Happy Thanksgiving Day

A Day For A Feast

It’s Thanksgiving in the USA. A time for family and friends to gather for a Thanksgiving meal and to share in the abundance and generosity of life.

A Meal From The Past

Thanksgiving is a time of feasting – harkening back to 1621 when Native Americans and Pilgrims shared in a festival that celebrated a successful corn harvest.

Though turkey was consumed on that first Thanksgiving, much of what we have to eat today was not on the menu. Cranberry sauce would not have been there. The sugar sacks the Pilgrims brought with them were depleted by then and cooks didn’t start boiling cranberries with sugar until about 50 years later.

Potatoes, sweet or white, were not consumed at the time, but turnips might have made their way to the table. Without flour or butter, the settlers couldn’t make a pie crust and they hadn’t constructed an oven for baking yet. Cooking was done over an open fire or in hot ashes.

One item frequently off our Thanksgiving menu is seafood, but mussels were abundant in New England and it’s likely the colonists included them in their feast.

On The Menu

For Thanksgiving in the United States, the dinner table will be laden with pumpkin and pecan pies, green bean casserole with fried onions sprinkled over it, candied-yams casserole with toasted marshmallows on top, cranberry sauce and the ubiquitous roasted turkey.

Some Call It Stuffing, Some Call It Dressing

Seasoned bread cubes combined with celery, onions and carrot are part of the Thanksgiving menu.

Some like corn bread stuffing, while others prefer a plain bread stuffing. Some put the stuffing in the turkey, others prefer to bake it separately. Still others eschew the whole stuffing/dressing idea all together feeling that there are enough carbohydrates in the dinner rolls and mashed potatoes.

It’s called stuffing by most, but some call it dressing and others use both terms interchangeably. It can be argued that it’s called stuffing if it’s stuffed inside the turkey, and dressing if it’s baked in its own dish. But, these are only style points. It all goes with the turkey.

With Berries Or Without

Some like cranberry sauce smooth and jellied and others like it with berries. Cranberry sauce is there to cut the richness of the other main-meal foods. Some like their cranberry sauce straight out of the can to include the little ridges left from the can, others like it homemade.

Pie For Thanksgiving

Every family has its own variations on a theme – some prefer sweet potato pie over pumpkin pie. Some like to toss in an apple pie. Some choose not to debate it and include all three pies for dessert. Pecan pie is a favorite. Pies dominate over cakes for this holiday.

Time To Eat

Then, there’s a debate on how to eat it. Some ascribe to the notion that the food is best enjoyed by getting a bit of turkey, mashed potatoes, stuffing and cranberry sauce on your fork… all for just one mouthful. Others believe each bite should be consumed individually and thoroughly enjoyed.

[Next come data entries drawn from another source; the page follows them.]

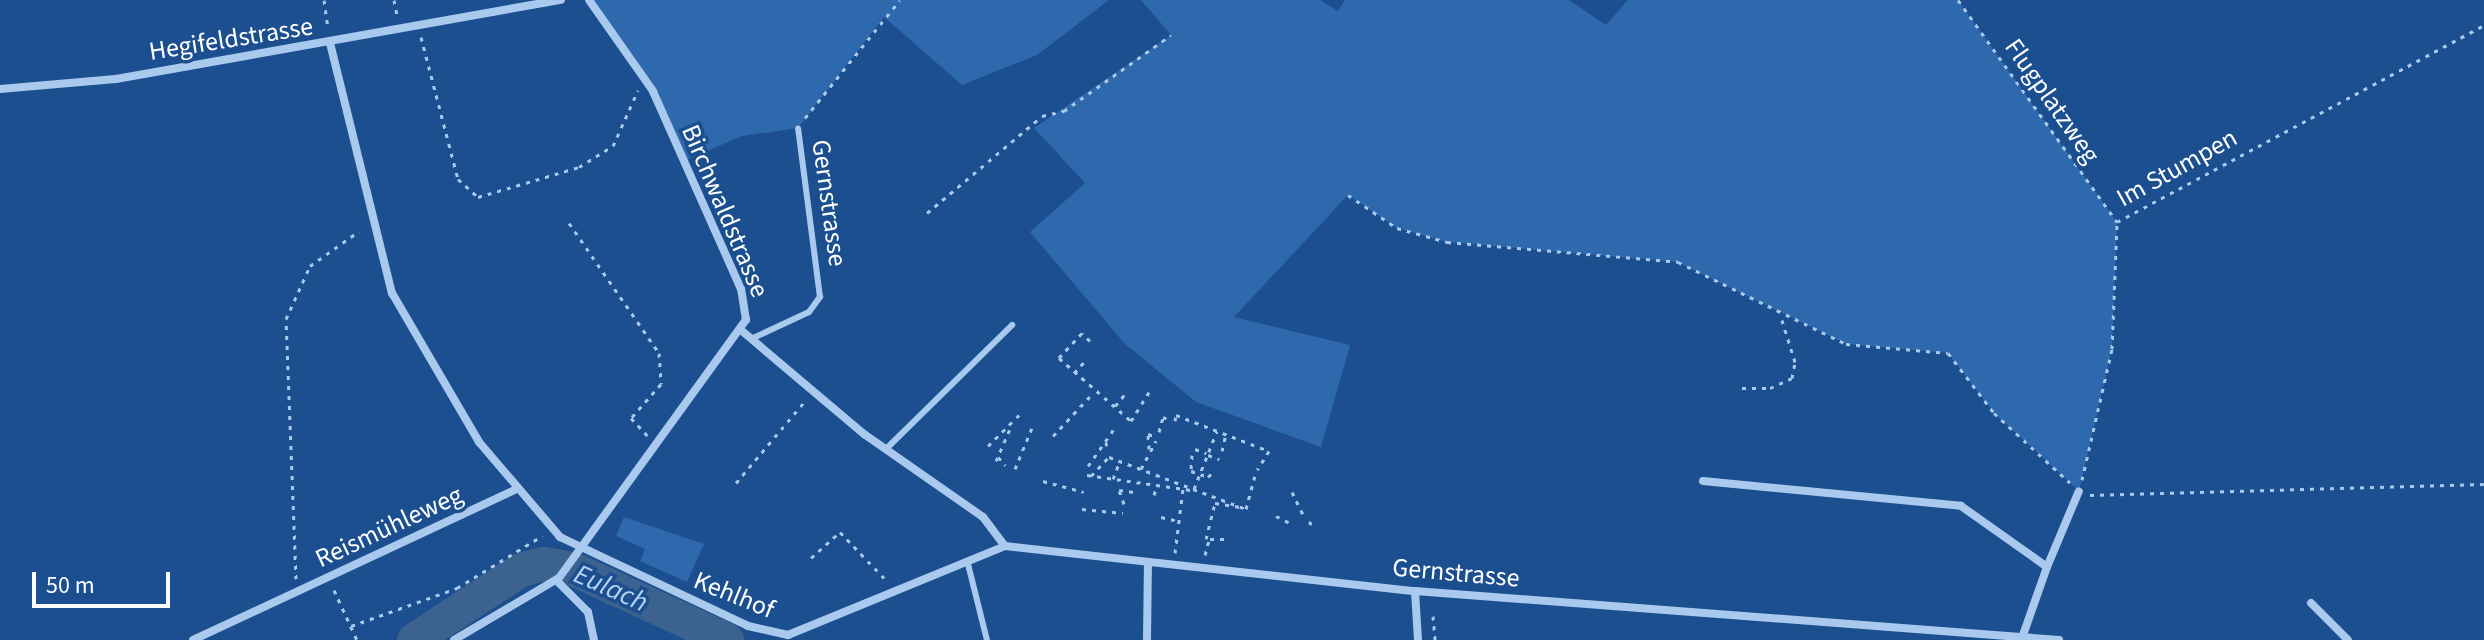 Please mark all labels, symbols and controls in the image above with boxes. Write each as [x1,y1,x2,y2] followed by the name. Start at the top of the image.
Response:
[147,11,315,67] street label: Hegifeldstrasse
[1998,33,2106,169] street label: Flugplatzweg
[675,120,775,302] street label: Birchwaldstrasse
[2111,122,2243,214] street label: Im Stumpen
[805,138,853,268] street label: Gernstrasse
[311,479,467,575] street label: Reismühleweg
[1391,552,1521,594] street label: Gernstrasse
[36,556,174,606] scale bar
[569,557,653,619] water label: Eulach
[689,565,779,625] street label: Kehlhof
[46,568,95,603] text: 50 m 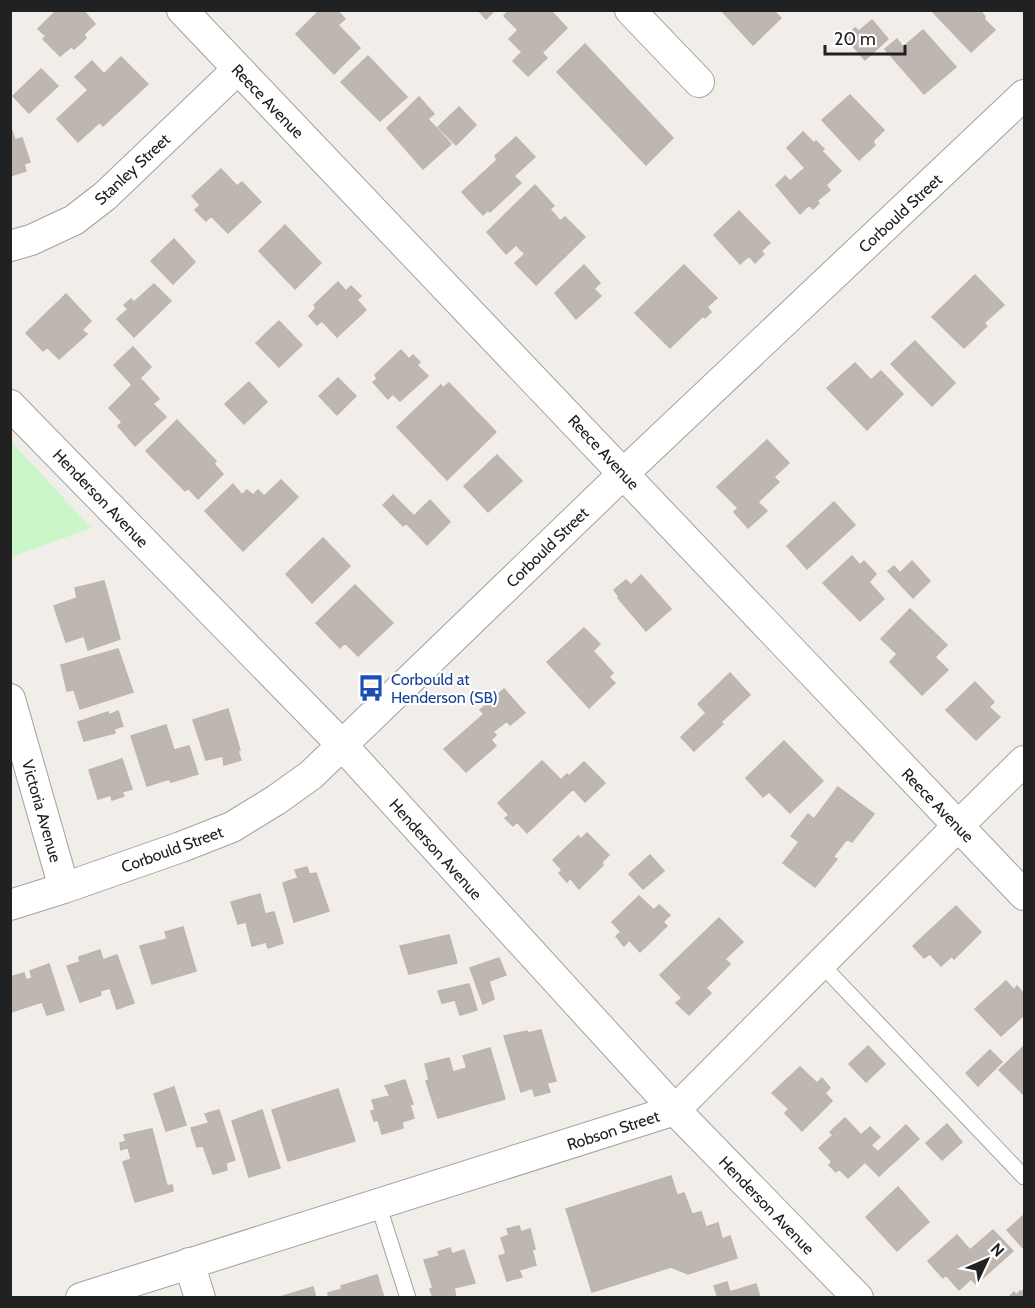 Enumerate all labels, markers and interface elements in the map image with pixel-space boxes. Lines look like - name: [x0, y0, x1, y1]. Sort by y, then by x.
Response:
- scale bar: [825, 18, 904, 56]
- text: 20 m: [834, 28, 876, 50]
- street label: Reece Avenue: [228, 60, 308, 142]
- street label: Stanley Street: [91, 129, 174, 209]
- street label: Corbould Street: [855, 170, 946, 257]
- street label: Reece Avenue: [564, 411, 643, 494]
- street label: Henderson Avenue: [49, 445, 152, 551]
- street label: Corbould Street: [502, 503, 593, 591]
- place label: Corbould at Henderson (SB): [391, 670, 498, 707]
- bus stop icon: Corbould at Henderson (SB): [356, 673, 386, 703]
- street label: Victoria Avenue: [18, 758, 65, 865]
- street label: Reece Avenue: [898, 764, 978, 846]
- street label: Henderson Avenue: [385, 795, 486, 904]
- street label: Corbould Street: [119, 822, 226, 877]
- street label: Robson Street: [565, 1106, 662, 1154]
- street label: Henderson Avenue: [715, 1152, 818, 1258]
- north arrow: [957, 1230, 1017, 1290]
- text: N: [987, 1239, 1008, 1261]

Still others prefer to remain vegetarian and celebrate Thanksgiving with all the sides and skip the turkey!

However you enjoy your feast, it’s a time to give thanks for all we have.

Whether you are with a lot of family, just a few family members, or by yourself, let gratitude pour into your heart. Gratitude for this very bite of food.

Happy Thanksgiving.

As We Gather For Our Feast

Thanksgiving Preparation

Grocery shelves groan under the weight of extra produce that will grace our tables. Pumpkins and butternut squash are piled high. Extra displays are set up with traditional foods for the Thanksgiving table such as sweet potatoes and yams, bags of cranberries, green beans, and stuffing mix for the turkey.

We Remember Our Farmers

It's a holiday for feasting, a celebration of the abundance of the year's harvest. We come together to share our food and to give thanks.

With gratitude for our endless bounty, we also take a moment to remember and thank those who provide all this food for us.

Our farmers.

Paul Harvey, a radio broadcaster from a time when radio was king, delivered a broadcast in 1978 about farmers. It became known by the title, "So God Made A Farmer."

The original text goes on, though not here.